GEOGRAPHICA DISTRIBUTION
This is common where Taenia solium infection is prevalent especially south and Central America, South and east Africa, India and former Russian Federation countries.
LOCATION IN HOST
Cysticerci may be found in any organ or tissue of the body as they carried by the blood stream on hatching of the onchosphere in the small intestine. Common sites are the brain, skeletal muscles, heart and the eye.
MORPHOLOGY
Cysticercus cellulosae (commonly called ‘bladder worm’) are ovoid white and measure 8*5 mm and are easily visible to the naked eye. Each Cysticercus cellulosae consists of a fluid filled bladder with a small protoscolex invaginated into the lumen. The protoscolex has four suckers and two rows of hooks (Cysticercus bovis of Taenia saginata has no hooks).
TRANSMISSION
Accidental ingestion of Taenia solium eggs which are passed in infected person’s faeces may take place via contaminated green vegetables, fruits or drinking water. Since about 25% of patients with Cysticercosis also harbour adult Taenia solium in small intestine it is possible that autoinfection takes place following regurgitation of segments or eggs into stomach. The eggs need to pass through the stomach, as gastric acid is responsible for the dissolution of the thick wall of the eggs. Infection may take place from anus to fingers to mouth.
PATHOGENESIS
This is related to the organ affected. Generally the cysts are distributed throughout the body roughly in proportion to the weight of the organ. The living cysts cause only mild symptoms unless the path of CSF flow is blocked (cerebral infection). Severe pathology is seen following the death of the cysts due to inflammatory reactions. Allergic manifestations due to leakage of fluid also occur.
CLINICAL FEATURES
The clinical presentation of Cysticercosis depends on the number and location of cysticerci as well as the extent of associated inflammatory responses or scarring.

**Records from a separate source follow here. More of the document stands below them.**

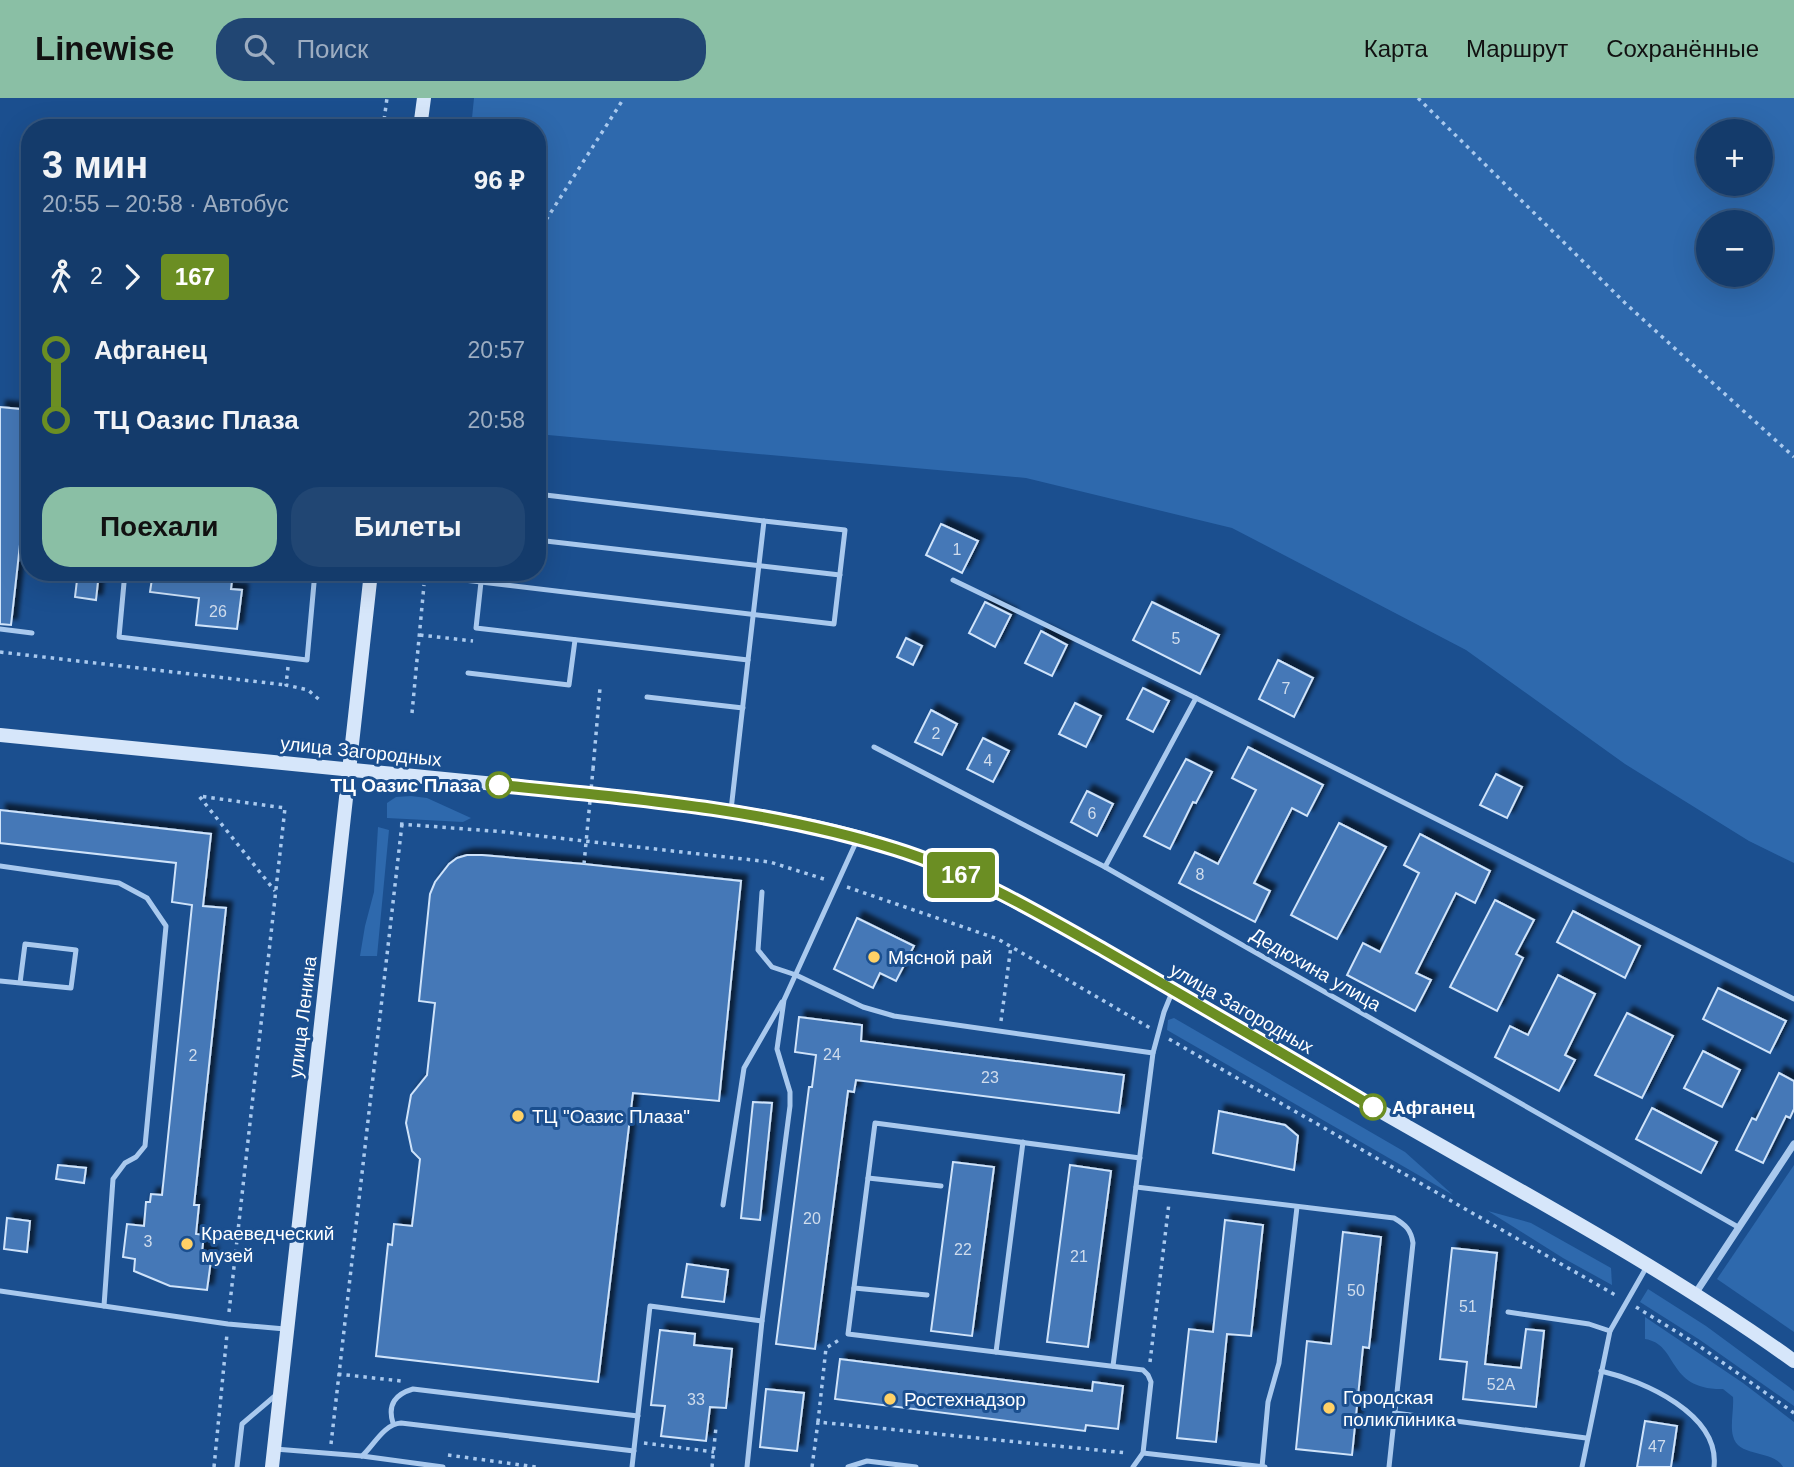 <!DOCTYPE html>
<html lang="ru">
<meta charset="utf-8">
<style>
body{margin:0;font-family:Arial,sans-serif;background:#214673;color:#f1f3f6;height:100vh;display:flex;flex-direction:column;font-size:26px;white-space:nowrap}
*{box-sizing:border-box;margin:0}
p{font-size:23px;color:#9dadc1}
.icon{flex:none;width:38px;height:38px;fill:none;stroke:currentColor;stroke-width:2;stroke-linecap:round;stroke-linejoin:round}
.map{position:relative;flex:1;overflow:hidden}
.sheet{position:absolute;left:21px;top:21px;width:525px;height:462px;display:flex;flex-direction:column;background:#143b6b;border-radius:28px;box-shadow:0 7px 28px #0002,0 0 0 2px #33557e}
.sheet>*{flex:none}
.badge{padding:0 14px;border-radius:5px;font-size:24px;line-height:46px}
.controls{position:absolute;left:1696px;top:21px;display:grid;gap:14px}
.controls a{display:grid;place-items:center;width:77px;height:77px;border-radius:50%;background:#143b6b;box-shadow:0 7px 28px #0002,0 0 0 2px #33557e;font-size:35px}
.map>.badge{position:absolute;translate:-50% -50%;box-shadow:0 0 0 4px #fff}
.legs{display:flex;align-items:center;gap:10px;height:77px;padding:0 21px;font-size:23px}
.legs p{margin-inline-start:auto}
.overview{display:flex;align-items:center;justify-content:space-between;height:119px;padding:0 21px}
h1{font-size:38px;font-weight:600;line-height:52px}
.button{display:flex;gap:14px;margin-top:auto;padding:14px 21px}
.button a{flex:1;height:80px;border-radius:28px;background:#8abfa5;color:#111;font-size:28px;font-weight:600;line-height:80px;text-align:center}
.button a+a{background:#214673;color:#f1f3f6}
ul{padding:0 21px;list-style:none}
li{display:flex;align-items:center;gap:24px;height:70px;font-size:26px}
li i{display:grid;place-items:center;width:10px;height:100%;margin:0 9px;background:currentColor}
li i::after{content:'';width:18px;height:18px;margin:-9px;border:5px solid;border-radius:50%;background:#143b6b}
li p{margin-inline-start:auto}
li:first-child i{background:linear-gradient(#0000 50%,currentColor 0)}
li:last-child i{background:linear-gradient(currentColor 50%,#0000 0)}
header{display:flex;align-items:center;gap:42px;box-sizing:border-box;height:98px;padding:0 35px;background:#8abfa5;color:#111}
header strong{font-size:33px}
nav{display:flex;gap:38px;margin-inline-start:auto;font-size:24px}
.search{width:490px;height:63px;background:#214673;display:flex;align-items:center;gap:18px;box-sizing:border-box;padding:0 24px;border-radius:28px;color:#9dadc1;font-size:26px}
.map>svg:first-child{display:block}
.green{fill:#2e69ad;fill-rule:evenodd}
.building{fill:#4478b7;stroke:#cfe3fa;stroke-width:2;filter:url(#shadow)}
.lines{fill:none;stroke-linecap:round;stroke-linejoin:round}
.path{stroke:#a9c9ee;stroke-width:3.5;stroke-dasharray:3.5 5;stroke-linecap:butt}
.lane{stroke:#a9c9ee;stroke-width:5}
.street{stroke:#a9c9ee;stroke-width:7}
.secondary{stroke:#d6e6fa;stroke-width:14}
.path-bridge{stroke:#a9c9ee;stroke-width:3.5;stroke-dasharray:3.5 5;stroke-linecap:butt}
.line-1-casing{stroke:#fff;stroke-width:16}
.line-1{stroke:#6b8e23;stroke-width:10}
.stop-1-dot{fill:#fff;stroke:#6b8e23;stroke-width:3.5}
.poi-dot{fill:#ffd166;stroke:#1b4f8f;stroke-width:2.5}
.labels{text-anchor:middle;stroke-width:6;stroke-linejoin:round;paint-order:stroke}
.number-label{font-size:16px;fill:#d0dded}
.street-label{font-size:19px;fill:#fff;stroke:#1b4f8f}
.stop-label{font-size:19px;font-weight:bold;fill:#fff;stroke:#1b4f8f;text-anchor:end}
.poi-label{font-size:19px;fill:#fff;stroke:#1b4f8f;text-anchor:start}
</style>
<header>
<strong>Linewise</strong>
<div class="search"><svg class="icon" aria-label="search" viewBox="0 0 24 24"><circle cx="10" cy="10" r="6"/><path d="M15 15l6 6"/></svg>Поиск</div>
<nav><a>Карта</a><a>Маршрут</a><a>Сохранённые</a></nav>
</header>
<div class="map">
<svg width="1794" height="1369" viewBox="0 0 1794 1369">
<defs>
<filter id="shadow"><feDropShadow dx="6" dy="-6" stdDeviation="2" flood-color="#0009"/></filter>
</defs>
<rect width="100%" height="100%" fill="#1b4f8f"/>
<!-- green -->
<g class="green">
<path d="M 474,0 L 1794,0 L 1794,765 L 1749,743 L 1625,666 L 1466,552 L 1232,430 L 1026,380 L 537,336 L 537,30 L 471,30 ZM 1708,33 L 1760,33 L 1760,86 L 1708,86 ZM 1708,124 L 1760,124 L 1760,177 L 1708,177 Z"/>
<path d="M 411,698 L 427,700 L 471,720 L 463,724 L 387,720 L 387,705 L 396,699 Z"/>
<path d="M 378,729 L 389,732 L 377,858 L 360,858 L 365,828 L 374,794 Z"/>
<path d="M 1174,920 L 1405,1054 L 1453,1097 L 1167,932 L 1168,922 Z"/>
<path d="M 1794,1067 L 1794,1234 L 1717,1181 Z"/>
<path d="M 1488,1113 L 1531,1125 L 1611,1170 L 1612,1187 L 1563,1160 Z"/>
<path d="M 1648,1191 L 1706,1228 L 1789,1289 L 1794,1293 L 1794,1308 L 1700,1242 L 1640,1204 Z"/>
<path d="M 1645,1219 L 1743,1285 L 1794,1324 L 1794,1369 L 1783,1369 C 1773,1351 1738,1360 1733,1338 C 1730,1327 1734,1311 1733,1299 L 1723,1291 C 1666,1292 1679,1246 1645,1241 Z"/>
</g>
<!-- building -->
<g class="building">
<path d="M 0,309 L 30,312 L 30,357 L 11,527 L 0,526 Z"/>
<path d="M 941,426 L 978,443 L 962,475 L 926,457 Z"/>
<path d="M 78,474 L 99,474 L 96,502 L 75,499 Z"/>
<path d="M 153,474 L 233,474 L 231,491 L 242,492 L 237,531 L 196,527 L 199,500 L 150,494 Z"/>
<path d="M 985,504 L 1011,517 L 995,549 L 969,535 Z"/>
<path d="M 1152,504 L 1219,537 L 1200,576 L 1133,542 Z"/>
<path d="M 1041,533 L 1067,547 L 1052,578 L 1025,565 Z"/>
<path d="M 906,540 L 922,548 L 913,567 L 897,559 Z"/>
<path d="M 1278,562 L 1313,580 L 1294,619 L 1259,601 Z"/>
<path d="M 1143,590 L 1169,603 L 1153,634 L 1127,621 Z"/>
<path d="M 1075,605 L 1101,618 L 1086,649 L 1059,636 Z"/>
<path d="M 931,612 L 957,626 L 942,657 L 915,644 Z"/>
<path d="M 983,640 L 1009,653 L 993,684 L 967,671 Z"/>
<path d="M 1248,649 L 1323,687 L 1307,718 L 1292,710 L 1254,785 L 1270,793 L 1255,824 L 1179,785 L 1195,754 L 1218,766 L 1256,692 L 1232,680 Z"/>
<path d="M 1186,661 L 1212,674 L 1196,705 L 1193,704 L 1170,751 L 1144,738 Z"/>
<path d="M 1496,676 L 1522,689 L 1507,720 L 1480,707 Z"/>
<path d="M 1087,693 L 1113,706 L 1097,738 L 1071,724 Z"/>
<path d="M 0,712 L 211,736 L 203,808 L 226,810 L 194,1107 L 199,1107 L 196,1136 L 204,1137 L 202,1154 L 212,1155 L 207,1192 L 170,1188 L 134,1173 L 135,1161 L 123,1159 L 127,1126 L 144,1128 L 146,1104 L 150,1104 L 151,1096 L 162,1097 L 192,807 L 172,804 L 176,765 L 0,745 Z"/>
<path d="M 1339,725 L 1386,749 L 1337,841 L 1291,817 Z"/>
<path d="M 1420,736 L 1490,773 L 1475,805 L 1456,795 L 1416,875 L 1431,882 L 1415,913 L 1347,877 L 1363,845 L 1380,854 L 1419,775 L 1404,767 Z"/>
<path d="M 467,757 L 482,757 L 584,766 L 741,783 L 719,1003 L 633,995 L 598,1284 L 376,1258 L 388,1146 L 392,1147 L 394,1126 L 412,1128 L 420,1061 L 412,1053 L 406,1025 L 411,997 L 427,977 L 435,905 L 419,903 L 430,796 L 435,784 L 449,766 L 457,760 Z"/>
<path d="M 1495,802 L 1534,822 L 1516,856 L 1523,860 L 1497,913 L 1450,889 Z"/>
<path d="M 1573,813 L 1640,848 L 1625,880 L 1557,844 Z"/>
<path d="M 857,820 L 914,848 L 896,883 L 880,875 L 873,890 L 834,871 Z"/>
<path d="M 1558,877 L 1595,896 L 1565,957 L 1575,962 L 1559,993 L 1495,959 L 1510,928 L 1528,937 Z"/>
<path d="M 1718,890 L 1786,923 L 1770,955 L 1703,921 Z"/>
<path d="M 1627,915 L 1673,938 L 1642,1000 L 1595,977 Z"/>
<path d="M 799,919 L 862,927 L 861,943 L 1124,977 L 1119,1015 L 856,982 L 854,994 L 848,993 L 815,1251 L 776,1246 L 809,989 L 812,989 L 816,957 L 795,954 Z"/>
<path d="M 1703,953 L 1740,972 L 1722,1009 L 1684,990 Z"/>
<path d="M 1779,975 L 1794,983 L 1794,1011 L 1790,1020 L 1786,1018 L 1763,1065 L 1736,1052 L 1752,1020 L 1756,1022 Z"/>
<path d="M 753,1004 L 772,1005 L 760,1122 L 741,1120 Z"/>
<path d="M 1652,1010 L 1717,1044 L 1701,1075 L 1636,1041 Z"/>
<path d="M 1219,1013 L 1285,1027 L 1298,1038 L 1294,1072 L 1213,1055 Z"/>
<path d="M 953,1064 L 994,1069 L 972,1238 L 931,1233 Z"/>
<path d="M 58,1067 L 86,1070 L 84,1085 L 56,1081 Z"/>
<path d="M 1070,1067 L 1111,1073 L 1088,1249 L 1047,1244 Z"/>
<path d="M 7,1120 L 30,1123 L 27,1154 L 4,1151 Z"/>
<path d="M 1225,1122 L 1263,1127 L 1251,1238 L 1227,1236 L 1216,1344 L 1177,1340 L 1189,1231 L 1213,1234 Z"/>
<path d="M 1343,1134 L 1381,1139 L 1369,1250 L 1363,1249 L 1352,1357 L 1296,1351 L 1307,1243 L 1331,1246 Z"/>
<path d="M 1452,1150 L 1497,1155 L 1485,1266 L 1521,1270 L 1526,1231 L 1544,1233 L 1536,1309 L 1463,1301 L 1467,1264 L 1440,1261 Z"/>
<path d="M 687,1166 L 728,1172 L 724,1204 L 682,1199 Z"/>
<path d="M 660,1232 L 695,1236 L 694,1247 L 732,1251 L 726,1310 L 710,1309 L 706,1343 L 661,1338 L 665,1308 L 651,1307 Z"/>
<path d="M 840,1261 L 1092,1293 L 1093,1284 L 1123,1288 L 1118,1331 L 1086,1327 L 1085,1333 L 835,1301 Z"/>
<path d="M 766,1291 L 804,1295 L 797,1353 L 760,1349 Z"/>
<path d="M 1645,1323 L 1677,1328 L 1671,1369 L 1637,1369 Z"/>
</g>
<g class="lines">
<!-- path -->
<g class="path">
<path d="M 1418,0 L 1625,205 L 1794,359"/>
<path d="M 383,30 L 387,0"/>
<path d="M 537,136 L 624,0"/>
<path d="M 420,537 L 473,543"/>
<path d="M 0,554 L 286,587"/>
<path d="M 288,569 L 286,587 L 308,592 L 322,604"/>
<path d="M 412,615 L 424,487"/>
<path d="M 593,671 L 600,590"/>
<path d="M 400,726 L 505,734 L 770,764 L 827,782"/>
<path d="M 847,789 L 998,841 L 1150,930"/>
<path d="M 1001,923 L 1011,848"/>
<path d="M 1169,941 L 1617,1198"/>
<path d="M 1636,1209 L 1695,1245 L 1794,1315"/>
<path d="M 229,1214 L 285,710 L 199,698 L 275,793"/>
<path d="M 1150,1264 L 1169,1105"/>
<path d="M 338,1276 L 401,1283"/>
<path d="M 818,1324 L 826,1250 L 839,1242"/>
<path d="M 644,1345 L 714,1354"/>
<path d="M 331,1346 L 402,726"/>
<path d="M 448,1357 L 536,1369"/>
<path d="M 214,1369 L 227,1236"/>
<path d="M 712,1369 L 716,1329"/>
<path d="M 812,1369 L 818,1324 L 1127,1355"/>
</g>
<!-- lane -->
<g class="lane">
<path d="M 537,396 L 764,423 L 748,562"/>
<path d="M 537,442 L 840,477"/>
<path d="M 125,474 L 119,539 L 307,562 L 315,474"/>
<path d="M 396,474 L 481,484 L 476,530 L 748,562 L 731,712"/>
<path d="M 482,474 L 481,484 L 834,526 L 845,432 L 764,423"/>
<path d="M 953,482 L 1196,600 L 1794,901"/>
<path d="M 0,531 L 32,535"/>
<path d="M 468,575 L 569,587 L 575,542"/>
<path d="M 647,599 L 743,610"/>
<path d="M 874,649 L 1105,769 L 1738,1129"/>
<path d="M 0,768 L 119,785 L 147,800 L 166,828 L 145,1048 L 136,1059 L 125,1065 L 113,1081 L 104,1208"/>
<path d="M 1105,769 L 1196,600"/>
<path d="M 762,794 L 758,852 L 772,869 L 796,877 L 863,909 L 894,918 L 1153,955"/>
<path d="M 0,883 L 71,890 L 76,852 L 25,846 L 20,885"/>
<path d="M 868,1080 L 941,1088"/>
<path d="M 1136,1089 L 1394,1120 C 1406,1127 1411,1132 1413,1145 L 1389,1369"/>
<path d="M 723,1107 L 744,970 L 782,904"/>
<path d="M 854,1190 L 927,1197"/>
<path d="M 0,1193 L 228,1226 L 285,1231"/>
<path d="M 1508,1214 L 1589,1226 L 1610,1233"/>
<path d="M 996,1254 L 1023,1044"/>
<path d="M 1113,1268 L 1153,955 L 1164,914 L 1173,892"/>
<path d="M 1601,1273 C 1644,1283 1720,1316 1714,1369"/>
<path d="M 1395,1315 L 1586,1340"/>
<path d="M 393,1325 C 387,1306 396,1296 413,1291 L 638,1318"/>
<path d="M 275,1351 L 362,1358 L 443,1369"/>
<path d="M 1143,1355 L 1265,1369"/>
<path d="M 362,1358 C 374,1347 384,1326 401,1325 L 634,1353"/>
<path d="M 237,1369 L 242,1326 L 276,1297"/>
<path d="M 632,1369 L 650,1208 L 762,1223"/>
<path d="M 747,1369 L 762,1223 L 790,1008 L 790,994 L 777,951 L 784,902 L 857,742"/>
<path d="M 848,1369 L 867,1363 L 916,1369"/>
<path d="M 1133,1369 L 1143,1355 L 1151,1284 L 1148,1277 L 1143,1272 L 848,1236 L 875,1025 L 1140,1060"/>
<path d="M 1262,1369 L 1268,1304 L 1279,1265 L 1297,1109"/>
<path d="M 1582,1369 L 1610,1233 L 1646,1170"/>
</g>
<!-- street -->
<path class="street" d="M 1695,1196 L 1794,1046"/>
<!-- secondary -->
<g class="secondary">
<path d="M 420,30 L 424,0"/>
<path d="M 0,637 C 165,653 330,669 495,686 C 617,699 741,708 861,740 C 949,765 1028,809 1108,854 C 1184,898 1259,942 1335,987 C 1489,1077 1649,1159 1794,1263"/>
<path d="M 272,1369 L 371,474"/>
</g>
<!-- path-bridge -->
<path class="path-bridge" d="M 584,766 L 593,671"/>
</g>
<g class="lines">
<!-- line-1 casing -->
<g class="line-1-casing">
<path id="line-1" d="M 499,687 C 632,700 767,711 895,751 C 969,774 1037,814 1104,852 C 1194,904 1284,956 1373,1009"/>
</g>
<!-- line-1 -->
<use href="#line-1" class="line-1"/>
</g>
<!-- markers -->
<g class="stop-1-dot">
<circle cx="499" cy="687" r="12"/>
<circle cx="1373" cy="1009" r="12"/>
</g>
<g class="poi-dot">
<circle cx="874" cy="859" r="7"/>
<circle cx="518" cy="1018" r="7"/>
<circle cx="187" cy="1146" r="7"/>
<circle cx="890" cy="1301" r="7"/>
<circle cx="1329" cy="1310" r="7"/>
</g>
<g class="labels">
<!-- number labels -->
<g class="number-label">
<text x="957" y="457">1</text>
<text x="218" y="519">26</text>
<text x="1176" y="546">5</text>
<text x="1286" y="596">7</text>
<text x="936" y="641">2</text>
<text x="988" y="668">4</text>
<text x="1092" y="721">6</text>
<text x="1200" y="782">8</text>
<text x="832" y="962">24</text>
<text x="193" y="963">2</text>
<text x="990" y="985">23</text>
<text x="812" y="1126">20</text>
<text x="148" y="1149">3</text>
<text x="963" y="1157">22</text>
<text x="1079" y="1164">21</text>
<text x="1356" y="1198">50</text>
<text x="1468" y="1214">51</text>
<text x="1501" y="1292">52А</text>
<text x="696" y="1307">33</text>
<text x="1657" y="1354">47</text>
</g>
<!-- street labels -->
<g class="street-label">
<text transform="translate(361 653) rotate(6)" y="7">улица Загородных</text>
<text transform="translate(1316 871) rotate(30)" y="7">Дедюхина улица</text>
<text transform="translate(1242 910) rotate(30)" y="7">улица Загородных</text>
<text transform="translate(302 919) rotate(-83)" y="7">улица Ленина</text>
</g>
<!-- stop labels -->
<g class="stop-label">
<text x="480" y="694">ТЦ Оазис Плаза</text>
<text x="1392" y="1016" text-anchor="start">Афганец</text>
</g>
<!-- poi labels -->
<g class="poi-label">
<text x="888" y="866">Мясной рай</text>
<text x="532" y="1025">ТЦ "Оазис Плаза"</text>
<text x="201" y="1142">Краеведческий<tspan x="201" dy="22">музей</tspan></text>
<text x="1343" y="1306">Городская<tspan x="1343" dy="22">поликлиника</tspan></text>
<text x="904" y="1308">Ростехнадзор</text>
</g>
</g>
</svg>
<div class="controls">
<a>+</a>
<a>−</a>
</div>
<b class="badge" style="left:961px;top:777px;background:#6b8e23;color:#fff">167</b>
<section class="sheet">
<div class="overview"><div><h1>3 мин</h1><p>20:55 – 20:58 · Автобус</p></div><b>96 ₽</b></div>
<div class="legs"><svg class="icon" aria-label="walk" viewBox="0 0 24 24"><circle cx="13" cy="4" r="2"/><path d="M13 8l-2 6 4 7M11 14l-3 7M7 12l3-4h3l4 4"/></svg>2<svg class="icon" aria-label="forward" viewBox="0 0 24 24"><path d="M9 5l7 7-7 7"/></svg><b class="badge" style="background:#6b8e23;color:#fff">167</b></div>
<ul>
<li><i style="color:#6b8e23"></i><b>Афганец</b><p>20:57</p></li>
<li><i style="color:#6b8e23"></i><b>ТЦ Оазис Плаза</b><p>20:58</p></li>
</ul>
<div class="button"><a>Поехали</a><a>Билеты</a></div>
</section>
</div>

Cerebral Cysticercosis; minors symptoms related to the Central Nervous System are common but the most serious manifestations are epileptiform fits. These seizures may be generalized, focal, or Jacksonian. Hydrocephalus results from obstruction of cerebrospinal fluid (CSF) flow by cysticerci and accompanying inflammation or by CSF outflow obstruction from arachnoiditis. Signs of increased intracranial pressure, including headache, nausea, vomiting, changes in vision, dizziness, ataxia, or confusion, are often evident. Cysticerci in different part of the brain could give rise to motor, sensory and psychological symptoms. The cysticerci may get calcified.
Muscle Cysticercosis; this is common site. They could sometimes be felt as nodules. Muscle cysts are usually more elongate than others. These cysts get calcified earlier.
Ocular Cysticercosis; The cysts lodged in the eye cause pain and blurring of vision. With time and with encapsulation these cause severe damage to the eye.
Cardiac Cysticercosis; in the heart the cysts can be found in the epicardium, myocardium and endorcadium.
DIAGNOSIS
There are different types of diagnostic methods are available. The method which should be employed depends on the organ system which is suspected be affected. Radiological, histological and serological tests are useful.
Radiological: X-rays are useful to demonstrate calcified cysts in muscles. CT scan is important to detect the cerebral Cysticercosis.
Histological: Palpable cysts in the muscles can be identified by following biopsy.
Serological: Several specific serological tests, including PCR are now available.
PREVENTION AND CONTROL
This is same as for Taenia solium. Improvement of sanitary habits and environmental hygiene are important.
TREATMENT
There is no specific treatment. Various drugs such as albendazole and praziquantel have been used. However, praziquantel can evoke an inflammatory response in the central nervous system. Niclosamide (2 g) is also effective but is not widely available.
The management of neurocysticercosis focuses primarily on symptom-based treatment of seizures or hydrocephalus. Seizures can usually be controlled with antiepileptics. If parenchymal lesions resolve without development of calcifications and patients remain free of seizures, antiepileptic therapy can usually be discontinued after 2 years. High-dose Glucocorticoids can be used during treatment or if symptoms worsen. Since glucocorticoids induce first-pass metabolism of praziquantel and may decrease its antiparasitic effect, cimetidine should be coadministered to inhibit praziquantel metabolism.
For patients with hydrocephalus, the emergent reduction of intracranial pressure is the mainstay of therapy. In the case of obstructive hydrocephalus, the preferred approach is removal of the cysticercus via endoscopic surgery. However, this intervention is not always possible. An alternative approach is initially to perform a diverting procedure, such as ventriculoperitoneal shunting. Historically, shunts have usually failed, but low failure rates have recently been attained with treatment with antiparasitic drugs, chronic administration of glucocorticoids, or use of flow-sensitive shunts. Open craniotomy to remove the cysticerci is now required only infrequently. For patients with subarachnoid cysts or giant cysticerci, glucocorticoids are needed to reduce arachnoiditis and accompanying vasculitis.